Figure 29) and on two samples (because of larger plots) of 1.6 m2 in the Stage 3 trial (columns

T and U in Figure 30). Grain yield in kg/ha (columns U in Figure 29 and X in Figure 30) is obtained by dividing column R by plot size (column S) and multiplying by 10 in Stage 1 trials and by dividing the mean of the two samples by the plot size and multiplying by 10 in Stage 3 trials.

Columns V to AE (Figure 29) and Y to AH (Figure 30) contain the scores (from 0 = bad, to 4 = very good) given by individual farmers (in this case 10, but the number is obviously variable from village to village), and their average (FS) is in columns AF and AI, respectively. Eventually 1000-kernel weight in grams (TKW) is in column AG in Figure 29 while, since we have two samples for grain yield in the Stage  3 trial (Figure  30), 1000  kernel weight is measured independently in the two samples (columns AJ and AK) and their mean is in column AL.

FIGURE 31

An example of a “fldbook” sheet in a data file of a Stage 4 trial with 9 entries and 2 replications with one replication planted with one farmer and the second with another farmer.

In rows 204 and 205 of Figure 29 and in rows 78 and 79 of Figure 30 are the minimum and maximum for the values in each of the relevant columns. As mentioned earlier this is a powerful and easy way to detect a number of mistakes.

An example of the “fldbook” sheet in a data file of a Stage 4 trial with replications planted with different farmers is shown in Figure 31. The structure of the file is considerably simpler than those considered so far. The sheet “fldbook” has one column with the code for the village , one for the plot number, one for the entry number, one for the unique identification number (= plot number in the seed increase), and one for the farmer (which in this case is equivalent to the replication code).

These columns will be followed by those with the data, which are similar to those discussed earlier (see Figure 23 and 24) with the difference that, because now the plots are much larger, grain yield and 1000 kernel weight are measured on three samples each (columns N, O and P for grain yield in g/plot and columns AE, AF and AG for 1000-kernel weight in g).

The “fldbook” sheet shown in Figure 31 may also be used in Stage 2 and 3 trials when it is not possible to keep the trial as a physical unit.

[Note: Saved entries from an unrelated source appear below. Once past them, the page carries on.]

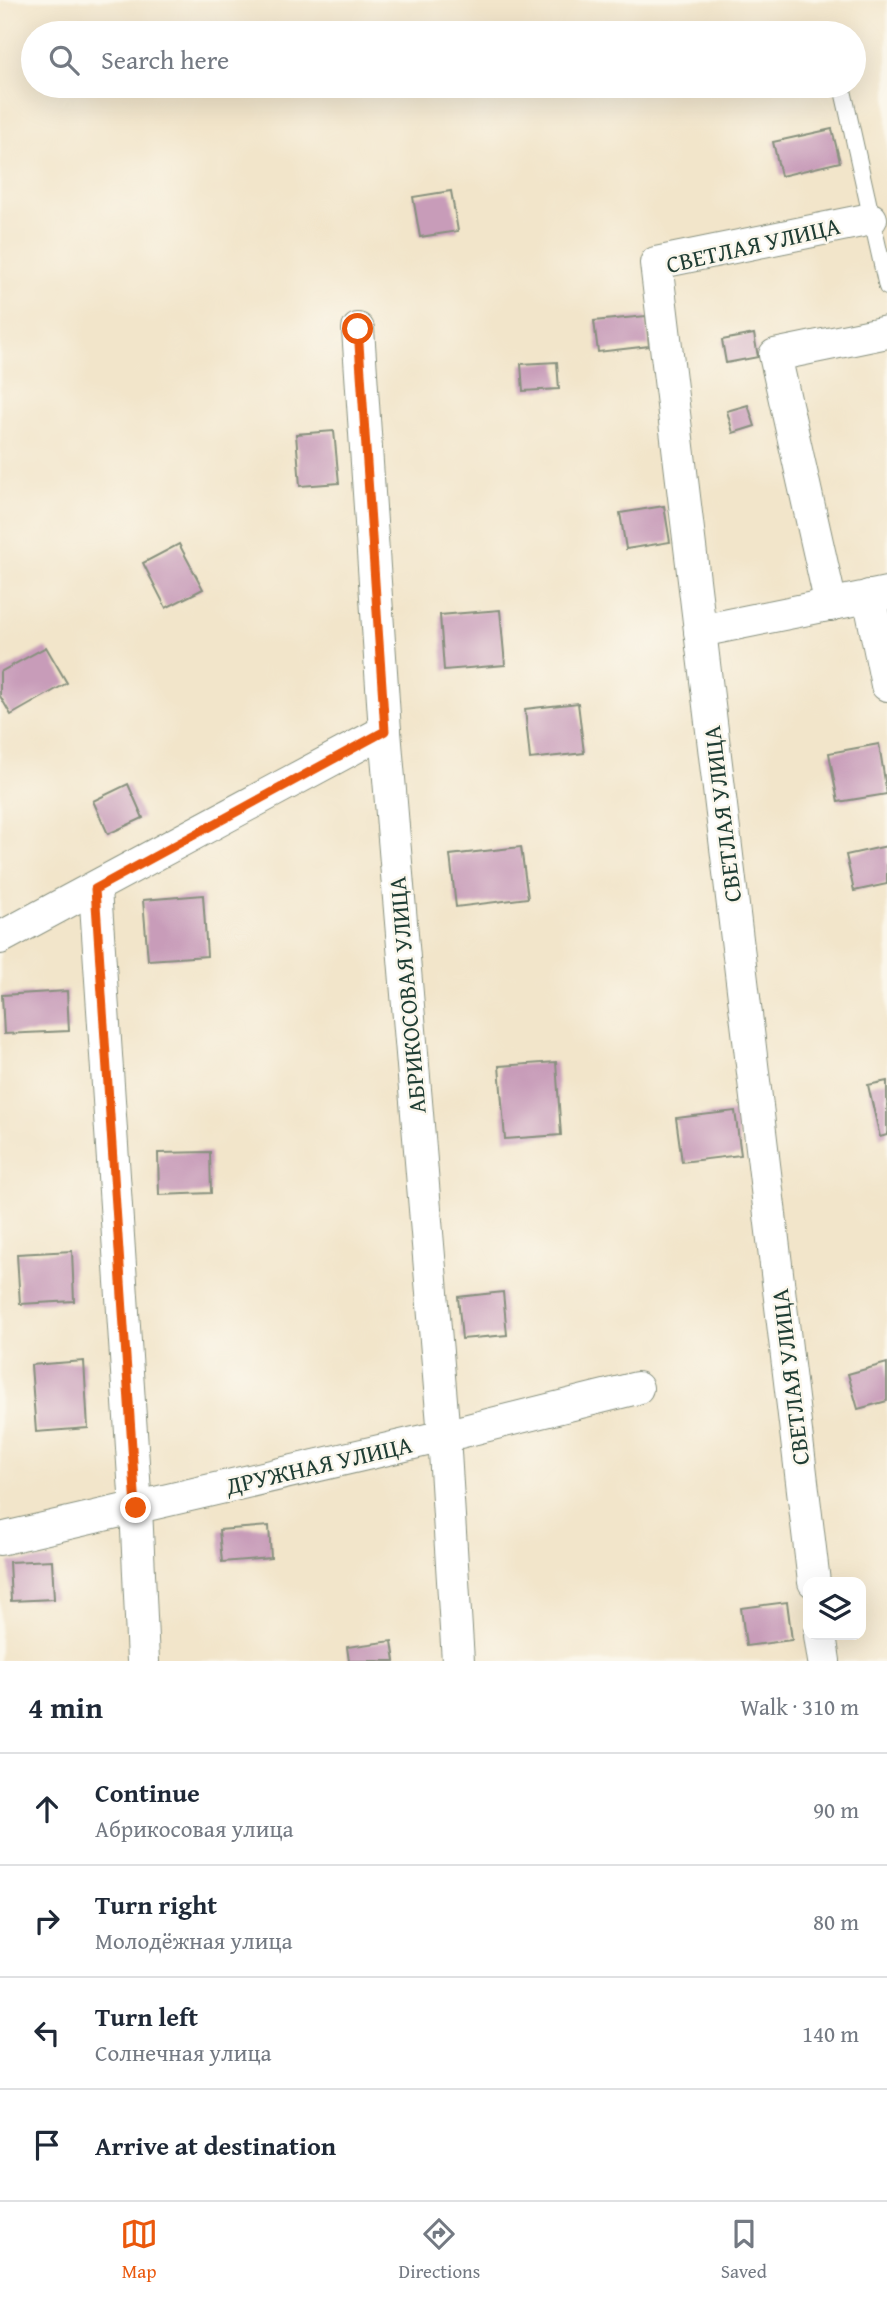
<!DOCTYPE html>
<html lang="en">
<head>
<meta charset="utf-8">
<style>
  :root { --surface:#fff; --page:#f6f6f7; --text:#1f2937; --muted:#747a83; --line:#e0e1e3; --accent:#ea580c }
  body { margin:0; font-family:"Gentium Book Plus",serif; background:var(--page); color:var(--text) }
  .controls { position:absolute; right:21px; bottom:21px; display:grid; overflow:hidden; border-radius:14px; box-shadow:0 7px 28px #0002 }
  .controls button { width:63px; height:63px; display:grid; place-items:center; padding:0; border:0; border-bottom:2px solid var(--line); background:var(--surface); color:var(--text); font:35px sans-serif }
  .stop { position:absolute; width:21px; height:21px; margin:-16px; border:5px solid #ea580c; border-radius:50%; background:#fff }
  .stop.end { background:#ea580c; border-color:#fff; box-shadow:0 2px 7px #0008 }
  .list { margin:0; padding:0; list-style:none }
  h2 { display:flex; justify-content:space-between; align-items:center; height:91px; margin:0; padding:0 28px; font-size:30px }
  h2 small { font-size:23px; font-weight:400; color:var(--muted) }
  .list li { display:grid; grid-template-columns:46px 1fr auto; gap:21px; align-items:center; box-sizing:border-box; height:112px; padding:0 28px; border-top:2px solid var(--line) }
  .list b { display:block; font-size:26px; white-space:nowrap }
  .list p { margin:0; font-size:23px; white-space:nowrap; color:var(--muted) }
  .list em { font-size:23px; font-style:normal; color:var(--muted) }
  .icon { flex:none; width:38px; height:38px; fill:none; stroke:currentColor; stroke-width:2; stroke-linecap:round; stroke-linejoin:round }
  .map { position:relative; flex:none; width:887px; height:1661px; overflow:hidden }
  .search { position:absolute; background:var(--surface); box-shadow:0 7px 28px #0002; left:21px; right:21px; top:21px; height:77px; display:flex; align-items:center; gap:18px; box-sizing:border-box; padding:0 24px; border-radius:38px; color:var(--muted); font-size:26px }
  .sheet { height:539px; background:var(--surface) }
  nav { display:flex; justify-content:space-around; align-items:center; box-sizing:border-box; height:98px; border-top:2px solid var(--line); background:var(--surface); font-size:19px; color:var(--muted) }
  nav a { display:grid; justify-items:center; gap:4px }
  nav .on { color:var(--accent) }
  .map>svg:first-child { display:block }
</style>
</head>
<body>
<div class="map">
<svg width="887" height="1661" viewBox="0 0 887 1661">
  <rect width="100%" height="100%" fill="#fbf7ec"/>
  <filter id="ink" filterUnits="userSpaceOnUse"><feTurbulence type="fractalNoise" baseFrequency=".0143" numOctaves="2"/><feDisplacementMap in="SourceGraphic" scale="14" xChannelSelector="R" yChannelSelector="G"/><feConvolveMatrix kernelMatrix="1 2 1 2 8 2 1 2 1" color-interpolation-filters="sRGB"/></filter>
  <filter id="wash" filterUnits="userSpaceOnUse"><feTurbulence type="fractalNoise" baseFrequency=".00686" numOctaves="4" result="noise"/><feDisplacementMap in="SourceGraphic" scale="28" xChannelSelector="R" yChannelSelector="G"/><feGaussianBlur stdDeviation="1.57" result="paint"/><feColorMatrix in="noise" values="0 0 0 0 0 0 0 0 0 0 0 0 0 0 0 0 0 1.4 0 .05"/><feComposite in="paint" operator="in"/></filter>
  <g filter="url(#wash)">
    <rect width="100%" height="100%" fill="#f2e5ca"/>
    <g id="blocks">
      <!-- building -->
      <g fill="#c89cb9">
        <path d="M832,129L840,162L781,176L773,142Z"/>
        <path d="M451,191L458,231L420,237L413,197Z"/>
        <path d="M646,316L649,346L598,352L594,321Z"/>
        <path d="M754,334L758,357L726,363L722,340Z"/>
        <path d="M557,362L559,389L523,391L521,364Z"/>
        <path d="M748,405L755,426L733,433L727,411Z"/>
        <path d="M334,431L339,483L300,486L296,434Z"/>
        <path d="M664,506L670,542L626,549L620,513Z"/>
        <path d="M179,544L203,589L166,608L143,563Z"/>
        <path d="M500,610L505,665L444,670L440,615Z"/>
        <path d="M46,647L67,683L11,715L0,696V672Z"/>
        <path d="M578,703L584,753L530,759L525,709Z"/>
        <path d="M879,744L887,794L838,802L829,753Z"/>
        <path d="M128,784L143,818L108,834L93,801Z"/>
        <path d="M887,846V884L854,891L846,855Z"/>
        <path d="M521,847L528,898L456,907L450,855Z"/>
        <path d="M203,895L207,956L148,960L143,900Z"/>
        <path d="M67,991L69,1031L4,1034L2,995Z"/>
        <path d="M556,1062L561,1135L505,1139L499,1066Z"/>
        <path d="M887,1081V1135L880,1137L868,1085Z"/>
        <path d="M735,1111L741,1155L682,1162L676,1118Z"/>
        <path d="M210,1152L211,1193L159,1195L158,1153Z"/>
        <path d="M72,1251L74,1301L20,1304L17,1254Z"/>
        <path d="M503,1292L507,1335L462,1339L458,1297Z"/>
        <path d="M84,1361L88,1428L36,1432L31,1365Z"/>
        <path d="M887,1363V1401L858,1409L848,1374Z"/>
        <path d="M269,1526L271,1558L222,1562L219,1530Z"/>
        <path d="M52,1560L54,1599L11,1601L9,1562Z"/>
        <path d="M787,1602L792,1640L746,1646L741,1608Z"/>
        <path d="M392,1641L395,1661H349L347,1647Z"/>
      </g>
    </g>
  </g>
  <g filter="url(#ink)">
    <use href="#blocks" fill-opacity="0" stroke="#88917f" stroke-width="2"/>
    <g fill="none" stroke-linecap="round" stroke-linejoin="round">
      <defs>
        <path id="lane" d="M842,86L887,287"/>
        <g id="street">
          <path d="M358,329L385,731L444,1436L458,1661"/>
          <path d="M869,596L887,685"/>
          <path d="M831,605L775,355L887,332"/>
          <path d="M700,631L887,593"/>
          <path d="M95,889L136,1508L143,1661"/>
          <path d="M0,938L385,731"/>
          <path d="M0,1539L444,1436L637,1388"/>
          <path d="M814,1582L656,263L871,219"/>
          <path d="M820,1635L824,1661"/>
        </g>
      </defs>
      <!-- lane casing -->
      <use href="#lane" stroke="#88917f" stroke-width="18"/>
      <!-- street casing -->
      <use href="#street" stroke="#88917f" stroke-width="34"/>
      <!-- lane -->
      <use href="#lane" stroke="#fff" stroke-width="16"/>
      <!-- street -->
      <use href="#street" stroke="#fff" stroke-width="32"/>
    </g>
  </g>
  <g fill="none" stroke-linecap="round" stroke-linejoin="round" filter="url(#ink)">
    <!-- route -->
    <path stroke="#ea580c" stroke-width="9" d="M136,1508L95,889L385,731L358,329"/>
  </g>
  <g text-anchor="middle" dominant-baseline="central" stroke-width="5" stroke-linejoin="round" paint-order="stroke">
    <!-- street labels -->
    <g font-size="24" fill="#1f3d34" stroke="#fbf7ec">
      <text transform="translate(753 245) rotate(-13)">СВЕТЛАЯ УЛИЦА</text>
      <text transform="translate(722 814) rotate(-97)">СВЕТЛАЯ УЛИЦА</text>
      <text transform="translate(407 995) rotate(-95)">АБРИКОСОВАЯ УЛИЦА</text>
      <text transform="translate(790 1377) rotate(-97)">СВЕТЛАЯ УЛИЦА</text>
      <text transform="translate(319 1465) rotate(-13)">ДРУЖНАЯ УЛИЦА</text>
    </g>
  </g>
</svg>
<div class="controls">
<button><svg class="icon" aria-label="layers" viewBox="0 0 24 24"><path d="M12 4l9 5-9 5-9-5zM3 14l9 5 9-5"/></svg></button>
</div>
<div class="stop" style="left:358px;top:329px"></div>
<div class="stop end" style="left:136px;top:1508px"></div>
<div class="search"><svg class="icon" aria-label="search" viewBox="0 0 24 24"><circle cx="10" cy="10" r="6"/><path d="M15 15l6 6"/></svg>Search here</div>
</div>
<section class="sheet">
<h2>4 min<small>Walk · 310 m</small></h2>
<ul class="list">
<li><svg class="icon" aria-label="ahead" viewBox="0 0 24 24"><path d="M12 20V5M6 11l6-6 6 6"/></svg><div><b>Continue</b><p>Абрикосовая улица</p></div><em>90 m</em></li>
<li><svg class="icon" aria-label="right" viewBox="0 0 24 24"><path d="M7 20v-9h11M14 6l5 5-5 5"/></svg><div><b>Turn right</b><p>Молодёжная улица</p></div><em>80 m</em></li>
<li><svg class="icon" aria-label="left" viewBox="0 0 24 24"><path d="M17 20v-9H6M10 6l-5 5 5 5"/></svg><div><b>Turn left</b><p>Солнечная улица</p></div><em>140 m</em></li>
<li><svg class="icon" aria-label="arrive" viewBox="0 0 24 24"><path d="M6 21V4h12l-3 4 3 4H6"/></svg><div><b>Arrive at destination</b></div></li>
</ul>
</section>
<nav>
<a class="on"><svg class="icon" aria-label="map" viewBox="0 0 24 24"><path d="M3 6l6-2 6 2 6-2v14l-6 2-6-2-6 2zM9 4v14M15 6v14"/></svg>Map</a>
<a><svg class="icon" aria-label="directions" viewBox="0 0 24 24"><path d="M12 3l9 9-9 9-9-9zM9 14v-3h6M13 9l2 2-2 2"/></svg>Directions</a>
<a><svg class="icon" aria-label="saved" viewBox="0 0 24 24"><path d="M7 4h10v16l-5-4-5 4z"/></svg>Saved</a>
</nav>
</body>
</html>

Before leaving this topic, it worth mentioning that is very useful (for reasons that will be clear in the section on data analysis) to:

• Use the shortest, but still meaningful, possible abbreviation as a header for each variable.

• Always use the same abbreviation for the same variable.

• Always use the same sequence of variables. The actual sequence is important for plot, row, column and entry but not for the variables. However, once a given sequence for the variables is decided, always using the same sequence saves a lot of work during the subsequent data management analysis and data reporting.

The operations described above apply with only minor differences for a range of statistical analysis using a set of modules running in GenStat and available on request from the author.